Only Serve Local Requests

[Andy123]

Hey guys,

 

I want my Apache server to only serve requests that come from me (i.e. 127.0.0.1). I have tried the following:

 

httpd.conf:

# Listen: Allows you to bind Apache to specific IP addresses and/or
# ports, instead of the default. See also the <VirtualHost>
# directive.
#
# Change this to Listen on specific IP addresses as shown below to
# prevent Apache from glomming onto all bound IP addresses.
#
Listen 127.0.0.1:80
Listen localhost:80
#Listen 80 # Default; works with this uncommented

 

I tried the two Listen entries above and the combinations of the two.
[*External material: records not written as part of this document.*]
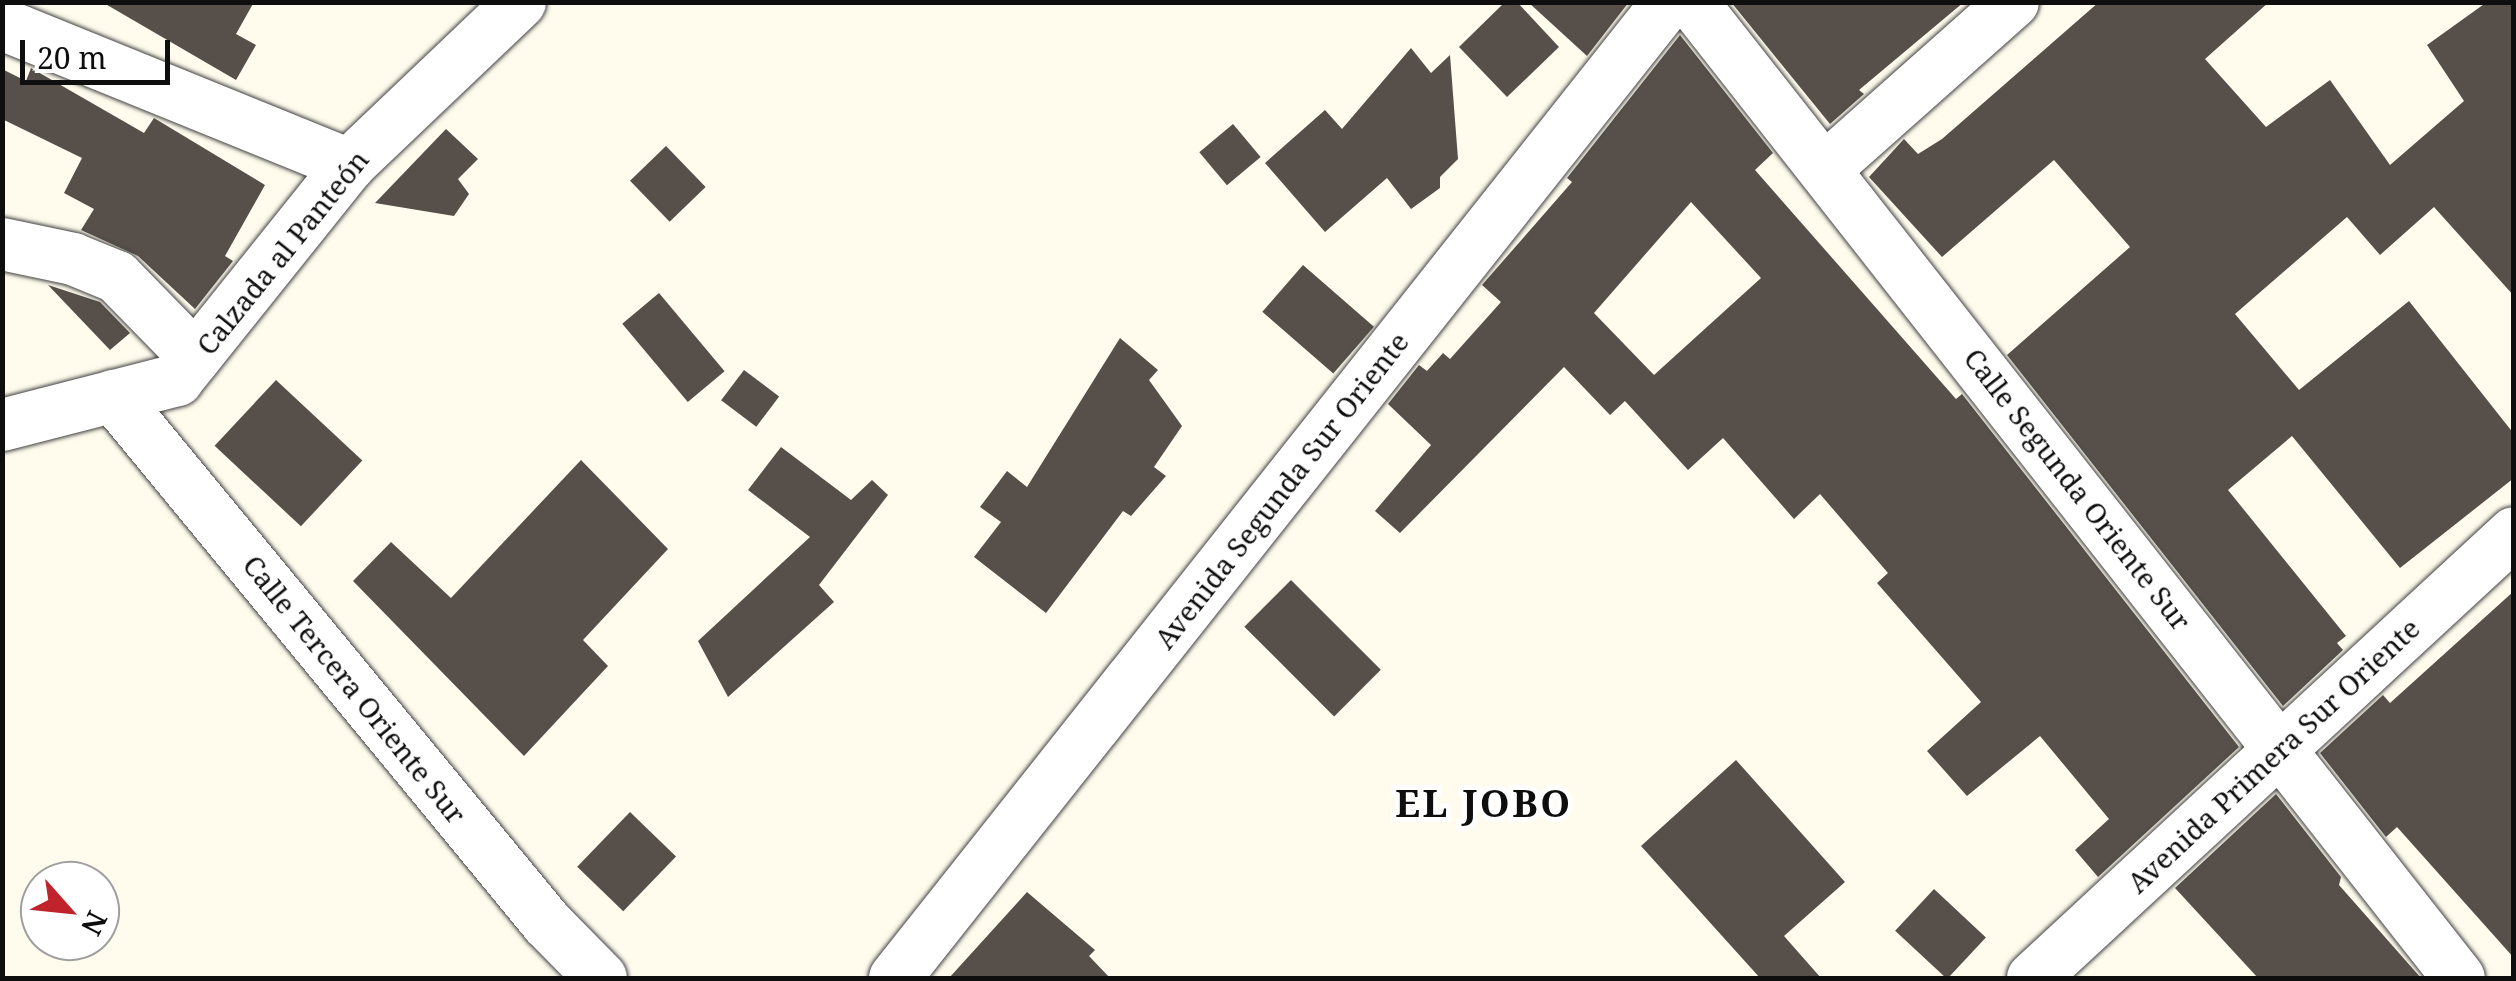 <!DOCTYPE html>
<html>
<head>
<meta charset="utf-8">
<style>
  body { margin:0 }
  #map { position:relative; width:2516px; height:981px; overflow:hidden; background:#fffcee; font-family:"Noto Serif",serif }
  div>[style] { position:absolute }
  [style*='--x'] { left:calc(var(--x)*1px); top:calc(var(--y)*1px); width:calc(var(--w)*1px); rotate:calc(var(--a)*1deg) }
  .building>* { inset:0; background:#564f4a; transform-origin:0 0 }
  .roads { filter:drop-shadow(0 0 2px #414141) drop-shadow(0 0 2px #414141) }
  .minor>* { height:52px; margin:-26px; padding:0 26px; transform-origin:26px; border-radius:26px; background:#fff }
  span { translate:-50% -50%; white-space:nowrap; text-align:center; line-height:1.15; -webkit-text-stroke:10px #fff; paint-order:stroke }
  .street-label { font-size:28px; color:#0e0e0e }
  .district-label { font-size:38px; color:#0e0e0e; font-weight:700; letter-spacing:2.5px }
  .frame { position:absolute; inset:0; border:5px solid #0e0e0e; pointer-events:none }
  .north { position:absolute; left:20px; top:861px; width:100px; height:100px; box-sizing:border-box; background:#fff; border:2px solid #9f9f9f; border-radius:50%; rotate:117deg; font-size:28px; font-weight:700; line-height:40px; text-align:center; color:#0e0e0e }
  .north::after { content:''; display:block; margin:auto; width:35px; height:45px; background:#c0232c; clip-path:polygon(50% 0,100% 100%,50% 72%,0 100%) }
  .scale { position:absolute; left:20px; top:40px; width:150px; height:45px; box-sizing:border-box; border:5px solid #0e0e0e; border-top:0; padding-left:12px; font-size:30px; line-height:35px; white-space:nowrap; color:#0e0e0e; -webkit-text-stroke:8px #fff; paint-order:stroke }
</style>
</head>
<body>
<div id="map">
  <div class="building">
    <i style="clip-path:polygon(102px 2px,254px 2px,236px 34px,256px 45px,236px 80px)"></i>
    <i style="clip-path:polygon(1505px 2px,1517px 2px,1559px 47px,1507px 97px,1459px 47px)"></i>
    <i style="clip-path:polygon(1528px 2px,1629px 2px,1587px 56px)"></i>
    <i style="clip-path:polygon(1731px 2px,1964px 2px,1859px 90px,1864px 94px,1830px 124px)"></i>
    <i style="clip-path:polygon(2099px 2px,2269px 2px,2205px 59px,2266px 127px,2330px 80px,2390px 165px,2464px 101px,2427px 45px,2487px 2px,2514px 2px,2514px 296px,2434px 207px,2380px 255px,2347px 217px,2235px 314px,2299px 390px,2409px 301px,2514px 434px,2514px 478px,2400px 568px,2292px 436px,2228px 490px,2346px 636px,2337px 643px,2343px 650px,2283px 706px,2007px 355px,2130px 247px,2054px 160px,1942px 257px,1869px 177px,1904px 139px,1918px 154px,1942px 139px)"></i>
    <i style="clip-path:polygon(evenodd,1680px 35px,1773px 153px,1755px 170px,1956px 399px,1962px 394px,2239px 747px,2098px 877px,2075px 850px,2109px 819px,2040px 736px,1967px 796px,1927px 751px,1981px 702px,1877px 583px,1888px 573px,1820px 494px,1794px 519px,1723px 438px,1688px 470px,1625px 401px,1610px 415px,1564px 367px,1400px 533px,1375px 511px,1431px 445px,1388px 404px,1419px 365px,1427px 371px,1443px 353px,1450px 359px,1501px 302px,1482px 285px,1572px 182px,1567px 178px,1680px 35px,1691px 202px,1761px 278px,1654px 375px,1594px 313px,1691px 202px)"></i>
    <i style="clip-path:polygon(1411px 48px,1431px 73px,1450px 55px,1458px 159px,1440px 177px,1440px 188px,1411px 209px,1387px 178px,1325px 232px,1265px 163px,1325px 110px,1342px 129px)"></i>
    <i style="clip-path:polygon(31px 68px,144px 133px,154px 118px,265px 185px,225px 256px,233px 261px,195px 309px,138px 256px,81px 230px,94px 209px,64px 193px,82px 158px,2px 119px,2px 69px,26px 81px)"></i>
    <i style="left:1233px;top:124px;width:43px;height:44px;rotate:50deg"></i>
    <i style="clip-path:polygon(446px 129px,478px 159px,458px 179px,469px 194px,454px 216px,375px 203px)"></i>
    <i style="left:666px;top:146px;width:57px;height:50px;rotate:46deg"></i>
    <i style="left:1303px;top:265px;width:94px;height:62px;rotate:41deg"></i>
    <i style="clip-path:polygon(48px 285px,100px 302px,130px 333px,110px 350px)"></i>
    <i style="left:659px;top:293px;width:102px;height:48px;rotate:50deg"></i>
    <i style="clip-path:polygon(1120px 338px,1158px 370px,1149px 380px,1182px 426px,1154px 467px,1166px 476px,1131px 516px,1123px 511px,1046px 613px,974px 557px,1001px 522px,980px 507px,1007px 471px,1027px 487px)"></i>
    <i style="left:744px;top:370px;width:44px;height:38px;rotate:37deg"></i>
    <i style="left:276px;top:380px;width:118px;height:90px;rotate:43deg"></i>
    <i style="clip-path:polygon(781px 447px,851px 500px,872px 480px,888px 495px,819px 585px,834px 602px,728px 697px,698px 641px,810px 537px,748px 490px)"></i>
    <i style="clip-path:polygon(581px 460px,668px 549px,583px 640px,608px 666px,524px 756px,353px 581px,391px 542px,451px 598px)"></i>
    <i style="left:1291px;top:580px;width:127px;height:66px;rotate:45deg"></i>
    <i style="clip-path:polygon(2514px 591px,2514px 958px,2397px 827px,2386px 837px,2320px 753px,2383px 695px,2390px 703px)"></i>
    <i style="clip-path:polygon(1736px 760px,1845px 882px,1784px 936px,1821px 978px,1760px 978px,1641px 846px)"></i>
    <i style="clip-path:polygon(2276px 794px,2341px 877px,2339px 885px,2421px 978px,2258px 978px,2175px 888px)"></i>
    <i style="left:630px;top:812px;width:64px;height:76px;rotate:44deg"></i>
    <i style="left:1934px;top:889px;width:71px;height:57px;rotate:43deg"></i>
    <i style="clip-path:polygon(1027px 892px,1095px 950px,1089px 956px,1110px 978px,949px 978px)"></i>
  </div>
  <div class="roads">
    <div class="minor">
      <i style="--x:1692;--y:2;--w:1241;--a:51.84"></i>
      <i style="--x:2;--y:24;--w:375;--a:22.1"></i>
      <i style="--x:1826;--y:168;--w:250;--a:-41.6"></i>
      <i style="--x:2;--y:244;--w:73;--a:11.9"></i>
      <i style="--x:73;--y:259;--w:48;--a:22.2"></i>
      <i style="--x:117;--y:277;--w:112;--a:45.7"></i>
      <i style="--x:113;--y:396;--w:683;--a:50.53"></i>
      <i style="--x:547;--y:923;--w:77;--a:45.5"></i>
      <i style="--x:2;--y:425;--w:181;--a:-14.4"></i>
      <i style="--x:177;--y:380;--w:275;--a:-51.3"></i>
      <i style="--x:349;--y:165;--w:236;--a:-43.6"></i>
      <i style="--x:895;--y:978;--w:1245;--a:-51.62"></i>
      <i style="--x:2033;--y:978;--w:655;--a:-42.77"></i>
    </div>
  </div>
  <div class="street-label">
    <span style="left:282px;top:252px;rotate:-51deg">Calzada al Panteón</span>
    <span style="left:2078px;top:489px;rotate:52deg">Calle Segunda Oriente Sur</span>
    <span style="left:1281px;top:490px;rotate:-52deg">Avenida Segunda Sur Oriente</span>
    <span style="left:355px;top:689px;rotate:51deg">Calle Tercera Oriente Sur</span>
    <span style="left:2273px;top:755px;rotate:-43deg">Avenida Primera Sur Oriente</span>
  </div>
  <div class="district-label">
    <span style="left:1484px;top:803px">EL JOBO</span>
  </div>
  <div class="frame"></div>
  <div class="north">N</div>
  <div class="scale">20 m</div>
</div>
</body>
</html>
It only works for me with the default entry.

 

I updated my virtual host like this:

 

httpd-vhosts.conf:

<VirtualHost 127.0.0.1:80> # This works with *:80 when listening on all IP addresses
ServerName work.dev
DocumentRoot "/my/path"

<Directory "/my/path">
DirectoryIndex index.php
Options FollowSymLinks Indexes
AllowOverride All
Order deny,allow
allow from All
</Directory>

</VirtualHost>

 

hosts:

127.0.0.1 work.dev

 

Does anyone know what I am doing wrong? Yes, I have restarted the Apache server. Thanks!

 

I am using OS X 10.8's built in Apache server.
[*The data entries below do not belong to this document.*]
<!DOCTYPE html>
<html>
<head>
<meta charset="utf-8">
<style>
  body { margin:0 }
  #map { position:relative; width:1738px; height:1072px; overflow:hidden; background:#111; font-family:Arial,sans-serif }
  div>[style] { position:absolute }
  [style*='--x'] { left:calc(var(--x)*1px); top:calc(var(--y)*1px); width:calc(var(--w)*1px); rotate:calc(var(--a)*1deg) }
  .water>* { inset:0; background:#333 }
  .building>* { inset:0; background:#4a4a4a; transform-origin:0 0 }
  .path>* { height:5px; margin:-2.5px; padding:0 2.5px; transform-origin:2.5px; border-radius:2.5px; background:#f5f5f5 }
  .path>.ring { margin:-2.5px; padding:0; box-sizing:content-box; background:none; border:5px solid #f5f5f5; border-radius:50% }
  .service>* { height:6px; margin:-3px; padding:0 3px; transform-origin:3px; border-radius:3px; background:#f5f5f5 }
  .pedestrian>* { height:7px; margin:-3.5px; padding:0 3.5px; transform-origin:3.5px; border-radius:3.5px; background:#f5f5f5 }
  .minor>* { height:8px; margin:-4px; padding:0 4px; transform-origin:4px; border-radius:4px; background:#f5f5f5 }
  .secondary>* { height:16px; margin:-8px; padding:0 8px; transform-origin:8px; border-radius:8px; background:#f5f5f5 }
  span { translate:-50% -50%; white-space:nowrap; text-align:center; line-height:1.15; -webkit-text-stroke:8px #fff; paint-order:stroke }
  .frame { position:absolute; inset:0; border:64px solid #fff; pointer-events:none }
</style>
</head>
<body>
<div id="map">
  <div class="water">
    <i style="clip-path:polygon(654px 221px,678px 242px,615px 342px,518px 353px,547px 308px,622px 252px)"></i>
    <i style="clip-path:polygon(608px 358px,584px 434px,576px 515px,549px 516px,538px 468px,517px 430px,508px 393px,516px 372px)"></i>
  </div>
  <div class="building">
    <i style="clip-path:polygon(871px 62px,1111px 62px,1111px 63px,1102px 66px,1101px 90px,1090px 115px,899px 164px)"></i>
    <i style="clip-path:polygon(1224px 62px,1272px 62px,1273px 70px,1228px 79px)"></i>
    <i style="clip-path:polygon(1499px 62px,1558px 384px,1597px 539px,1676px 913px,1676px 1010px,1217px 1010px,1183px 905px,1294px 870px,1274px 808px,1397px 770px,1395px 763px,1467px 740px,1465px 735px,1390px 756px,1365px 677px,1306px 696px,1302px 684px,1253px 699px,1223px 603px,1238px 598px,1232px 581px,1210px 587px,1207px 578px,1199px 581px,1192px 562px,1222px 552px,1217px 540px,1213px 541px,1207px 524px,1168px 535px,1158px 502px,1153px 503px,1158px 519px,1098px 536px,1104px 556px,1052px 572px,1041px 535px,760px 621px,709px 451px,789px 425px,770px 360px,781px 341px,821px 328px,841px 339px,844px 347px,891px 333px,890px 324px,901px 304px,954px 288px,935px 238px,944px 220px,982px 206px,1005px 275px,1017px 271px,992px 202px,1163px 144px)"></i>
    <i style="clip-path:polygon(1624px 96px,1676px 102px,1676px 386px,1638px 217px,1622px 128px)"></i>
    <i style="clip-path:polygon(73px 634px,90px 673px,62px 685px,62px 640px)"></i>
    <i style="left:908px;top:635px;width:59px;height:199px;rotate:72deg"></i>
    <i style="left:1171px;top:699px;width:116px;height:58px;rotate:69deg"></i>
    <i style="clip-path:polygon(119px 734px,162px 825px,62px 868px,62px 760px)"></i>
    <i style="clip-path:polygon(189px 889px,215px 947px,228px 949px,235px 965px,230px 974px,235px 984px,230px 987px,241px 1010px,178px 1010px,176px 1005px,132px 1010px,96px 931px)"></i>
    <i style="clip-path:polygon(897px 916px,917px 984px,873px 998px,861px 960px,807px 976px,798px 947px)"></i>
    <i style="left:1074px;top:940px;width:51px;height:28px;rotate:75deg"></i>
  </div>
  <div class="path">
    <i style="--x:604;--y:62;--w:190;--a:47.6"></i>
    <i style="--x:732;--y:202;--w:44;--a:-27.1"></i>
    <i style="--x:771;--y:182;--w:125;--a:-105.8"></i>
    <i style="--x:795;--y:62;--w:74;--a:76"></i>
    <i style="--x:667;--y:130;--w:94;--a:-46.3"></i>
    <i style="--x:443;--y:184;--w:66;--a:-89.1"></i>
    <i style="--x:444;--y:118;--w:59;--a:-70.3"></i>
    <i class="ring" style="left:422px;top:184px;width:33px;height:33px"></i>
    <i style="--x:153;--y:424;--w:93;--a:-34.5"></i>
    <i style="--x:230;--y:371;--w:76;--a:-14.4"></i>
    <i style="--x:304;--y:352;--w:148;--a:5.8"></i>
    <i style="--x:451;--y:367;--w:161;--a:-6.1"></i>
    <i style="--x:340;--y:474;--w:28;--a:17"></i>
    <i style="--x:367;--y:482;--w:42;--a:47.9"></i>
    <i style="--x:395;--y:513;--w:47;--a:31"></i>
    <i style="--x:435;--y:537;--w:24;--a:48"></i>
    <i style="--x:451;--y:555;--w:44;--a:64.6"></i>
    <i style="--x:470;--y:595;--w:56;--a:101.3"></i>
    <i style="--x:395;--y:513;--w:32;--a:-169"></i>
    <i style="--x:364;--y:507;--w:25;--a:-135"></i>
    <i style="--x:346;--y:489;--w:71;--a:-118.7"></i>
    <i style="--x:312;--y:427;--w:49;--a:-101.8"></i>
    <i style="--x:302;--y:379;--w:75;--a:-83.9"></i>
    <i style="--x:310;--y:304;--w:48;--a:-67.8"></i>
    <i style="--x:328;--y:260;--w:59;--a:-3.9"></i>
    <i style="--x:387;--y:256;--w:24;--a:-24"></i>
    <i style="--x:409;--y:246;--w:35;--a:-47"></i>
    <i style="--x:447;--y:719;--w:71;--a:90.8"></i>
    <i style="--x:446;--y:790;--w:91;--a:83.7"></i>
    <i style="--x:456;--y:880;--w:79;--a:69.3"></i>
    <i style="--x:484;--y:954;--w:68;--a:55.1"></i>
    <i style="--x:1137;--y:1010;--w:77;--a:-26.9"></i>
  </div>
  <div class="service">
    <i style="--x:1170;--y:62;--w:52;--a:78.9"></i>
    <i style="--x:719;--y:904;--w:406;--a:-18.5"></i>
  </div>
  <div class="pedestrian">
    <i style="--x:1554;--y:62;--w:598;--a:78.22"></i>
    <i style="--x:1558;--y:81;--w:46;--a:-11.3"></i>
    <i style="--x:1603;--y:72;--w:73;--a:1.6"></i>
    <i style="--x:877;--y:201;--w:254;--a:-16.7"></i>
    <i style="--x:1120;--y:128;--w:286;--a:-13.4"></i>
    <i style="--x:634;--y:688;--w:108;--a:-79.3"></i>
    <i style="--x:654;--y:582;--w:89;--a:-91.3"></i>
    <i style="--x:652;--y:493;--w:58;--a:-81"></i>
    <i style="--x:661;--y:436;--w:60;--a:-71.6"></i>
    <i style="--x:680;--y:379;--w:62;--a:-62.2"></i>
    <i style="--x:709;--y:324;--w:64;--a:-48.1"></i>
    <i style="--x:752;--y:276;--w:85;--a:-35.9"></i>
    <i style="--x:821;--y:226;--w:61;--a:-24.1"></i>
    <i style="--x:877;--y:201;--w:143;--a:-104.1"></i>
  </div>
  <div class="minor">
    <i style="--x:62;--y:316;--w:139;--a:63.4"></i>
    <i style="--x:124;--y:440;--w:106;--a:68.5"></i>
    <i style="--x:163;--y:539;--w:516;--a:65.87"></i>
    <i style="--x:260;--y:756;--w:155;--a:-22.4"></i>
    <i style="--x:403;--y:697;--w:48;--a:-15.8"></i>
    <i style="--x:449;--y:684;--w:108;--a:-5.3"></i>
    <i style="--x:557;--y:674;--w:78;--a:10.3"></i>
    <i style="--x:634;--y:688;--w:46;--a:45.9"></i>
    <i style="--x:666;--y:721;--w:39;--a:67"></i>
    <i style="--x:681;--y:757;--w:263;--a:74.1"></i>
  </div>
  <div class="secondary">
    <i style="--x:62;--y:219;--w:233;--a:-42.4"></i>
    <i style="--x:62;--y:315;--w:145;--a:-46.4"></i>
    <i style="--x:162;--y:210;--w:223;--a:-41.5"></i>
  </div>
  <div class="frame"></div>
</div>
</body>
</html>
Edited November 28, 2012 by Andy123

[requinix]

As the comments in that file say, Listen is about what address and port Apache itself listens on. That has absolutely nothing to do with where the user is located.

 

See the "allow from all" in your vhost configuration? Try changing that. Anybody else trying the site will get a 403.

[Andy123]

As the comments in that file say, Listen is about what address and port Apache itself listens on. That has absolutely nothing to do with where the user is located.

 

See the "allow from all" in your vhost configuration? Try changing that. Anybody else trying the site will get a 403.

 

Thank you for your answer, requinix. I am quite the rookie in regards to system administration, so I am afraid that my explanation of what I wanted to do was not very good.

 

What I am looking to do is not to reject other visitors from my web server; rather, I want to not allow them to even establish a connection to the web server or discover it. For instance, say I am on a network at my workplace. I do not want my web server to be public so that anyone else can access it or even know that I am running a web server; it shouldn't communicate with anything outside of my computer. That is why I tried to use "Listen".

 

I see now that my topic was very misleading and I apologize for that.

[requinix]

You're running a web server at work and you don't want anyone to know about it? Sounds awful suspicious.

 

Leave Apache at its defaults and make sure your firewall doesn't allow external connections to port 80 and/or the Apache. Actually, when you first started Apache you may have gotten a notification from Windows' firewall asking whether to allow or block connections.

[Andy123]

I don't have bad intensions because I don't just want no one to know about it, I also want no one to be able to connect to it. If no one can connect to it, no harm is done. ;-) I just thought I would make sure that I don't mess with any networks by running a web server, because I am also around less secure networks. I am on OS X, but I enabled the firewall (disabled as default - strange!), so I hope that helps. I just don't want to cause any trouble, that's the only reason I don't want my server to be out there in the open. I am not good at system or network administration, but I just figured that it was possible that a network admin wouldn't be happy to see that I was hosting a web server on their network. Maybe it's just me being paranoid.

[kicken]

If you make sure the only Listen directive is

Listen 127.0.0.1:80

 

Then that should work to prevent anyone from connecting.  That would cause apache to listen on a socket that only accepts connections from 127.0.0.1.  Setting up appropriate firewall rules would be a good option too.